The interaction between Nitric Oxide Synthase related short and long non-coding RNAs in thecontext of memory formation, aging and neurogenesis

Nitric Oxide Synthase (NOS) is an enzymatic catalyst responsible for producing Nitric Oxide (NO), a signalling molecule involved in many physiological and pathological processes. For such processes, which include memory formation and neurogenesis, the timing and scale of NO production is critical. The activity and availability of NOSs must therefore be tightly regulated. The majority of this thesis focuses on the role of two non-coding RNAs (ncRNAs) in NOS regulation: a microRNA and a long, cis-encoded natural antisense transcript (NAT). Of particular interest is how these ncRNAs interact to regulate NO production during memory formation, aging, and neurogenesis.

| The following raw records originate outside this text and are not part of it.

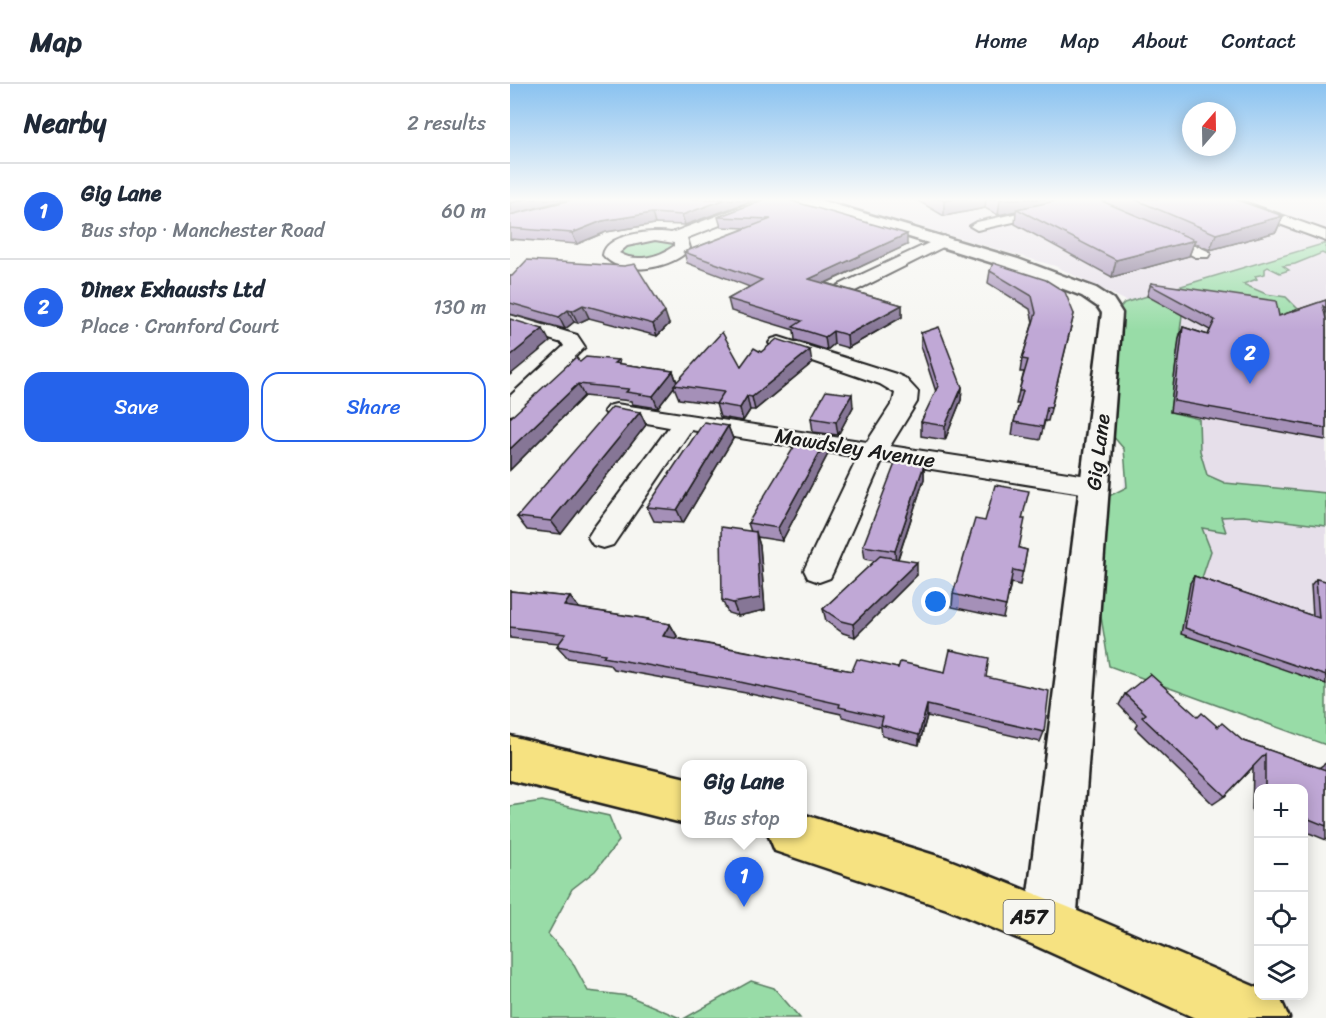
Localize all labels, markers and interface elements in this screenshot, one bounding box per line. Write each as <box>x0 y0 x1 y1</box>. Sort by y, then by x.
text: Map <box>30 17 82 66</box>
text: Home <box>975 22 1027 60</box>
text: Map <box>1060 22 1099 60</box>
text: About <box>1132 22 1189 60</box>
text: Contact <box>1222 22 1296 60</box>
text: Nearby <box>24 100 106 146</box>
north arrow <box>1182 102 1236 156</box>
text: 2 results <box>407 106 486 141</box>
text: Gig Lane <box>81 174 161 213</box>
text: 1 <box>39 194 48 229</box>
text: 60 m <box>441 194 486 229</box>
text: Bus stop · Manchester Road <box>81 213 324 248</box>
text: Dinex Exhausts Ltd <box>81 270 264 309</box>
text: 2 <box>38 290 49 325</box>
text: 130 m <box>433 290 486 325</box>
text: Place · Cranford Court <box>81 309 279 344</box>
pin: 2 <box>1230 334 1270 384</box>
button: Save <box>24 372 249 442</box>
button: Share <box>261 372 486 442</box>
street label: Gig Lane <box>1074 412 1122 492</box>
street label: Mawdsley Avenue <box>772 417 938 479</box>
your location <box>921 587 950 616</box>
popup <box>681 760 807 838</box>
text: Gig Lane <box>704 762 784 801</box>
map controls <box>1254 784 1308 1000</box>
button: + <box>1254 784 1308 838</box>
text: Bus stop <box>704 801 780 836</box>
button: − <box>1254 838 1308 892</box>
pin: 1 <box>724 858 764 907</box>
button: locate <box>1254 892 1308 946</box>
road number: A57 <box>1004 900 1054 934</box>
button: layers <box>1254 946 1308 1000</box>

This was primarily investigated in Lymnaea stagnalis, an animal model with a well-defined central nervous system and neuronal network underlying NO-dependent memory formation. An orthologous NAT was also analysed in the mouse brain, building upon past research to further investigate which neurological processes the RNA maybe implicated in.

First, the results of this thesis demonstrate that a NOS-related, long NAT is functionally targeted by a microRNA. Second, results show that both ncRNAs are differentially regulated in a key area of the Lymnaea brain after training, and that this correlates with previously established critical time windows for successful memory formation. Third, the results show that the ncRNAs are differentially expressed in the Lymnaea brain throughout aging, providing evidence for a contribution to the molecular basis of age-related memory decline. Fourth, the results of mouse brain ISH will demonstrate that the mammalian NOS-related NAT ortholog is co-expressed with its regulatory target in various regions of functional importance.